Australia State of the Environment Report 2001 (Theme Report)
Lead Author: Professor Peter W. Newton, CSIRO Building, Construction and Engineering, Authors
Published by CSIRO on behalf of the Department of the Environment and Heritage, 2001
ISBN 0 643 06747 7
Liveability: environmental quality (continued)
Australian settlements are not without risk in relation to a range of extreme events (geohazards) that include earthquakes, landslides, flooding, cyclonic wind and storm surges. Specific examples include the 1989 earthquake near Newcastle (5.6 on the Richter scale) that caused arguably Australia's most costly 20th century disaster; the Thredbo landslide in 1997; flash flooding common to most urban communities as well as more extensive flooding of entire drainage basins and their associated settlements; cyclones, of which there are several each year in northern Australia, the worst being Cyclone Tracey in 1974 which resulted in the destruction of Darwin.

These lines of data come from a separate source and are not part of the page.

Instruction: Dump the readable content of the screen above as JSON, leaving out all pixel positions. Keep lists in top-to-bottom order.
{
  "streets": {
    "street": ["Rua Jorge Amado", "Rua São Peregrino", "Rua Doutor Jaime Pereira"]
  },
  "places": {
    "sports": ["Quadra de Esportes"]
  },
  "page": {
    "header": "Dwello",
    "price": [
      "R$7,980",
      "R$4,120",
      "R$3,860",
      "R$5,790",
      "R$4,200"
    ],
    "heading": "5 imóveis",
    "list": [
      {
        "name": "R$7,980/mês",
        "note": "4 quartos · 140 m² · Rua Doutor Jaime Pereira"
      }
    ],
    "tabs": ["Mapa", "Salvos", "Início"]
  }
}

A comprehensive natural risk assessment for Australia has recently been completed by the Natural Hazards Research Centre (NHQ 2000). Nine natural hazards have been considered in constructing a relative risk rating-tropical cyclones, floods, bushfires, wind gusts, hailstorms, earthquakes, tornadoes, landslides and tsunamis (Figure 77). The relative importance (contribution) of each natural hazard has been determined largely on cumulative data on 20th century damage to buildings. Tropical cyclones, floods and bushfires are the most important natural hazards, and tornado, landslide and tsunami the least important to date.
Figure 77: Relative risk rating (RRR) for Australian postcode regions.
Source: NHQ (2000).
Table 57 shows a risk assessment for selected postcodes, comparing Darwin with several Sydney suburbs. The risk ratings indicate there is little differentiation on earthquake, but significant variation in risk across other geohazards. Darwin has a high risk of tropical cyclones and flooding, but a low risk of bushfire, wind gusts and landslides. Terry Hills and Hornsby, by way of contrast, have a relatively high risk of bushfire, as does Bondi Beach from tsunami.
Source: NHQ (2000).
The objective of such studies is to raise awareness and preparedness in local communities in order to minimise the potential loss of life and economic impact. In the longer term, planning strategies will need to be implemented to relocate critical facilities that are at risk, to flood-proof buildings and infrastructure to the maximum extent possible, and to ensure new development is appropriately sited.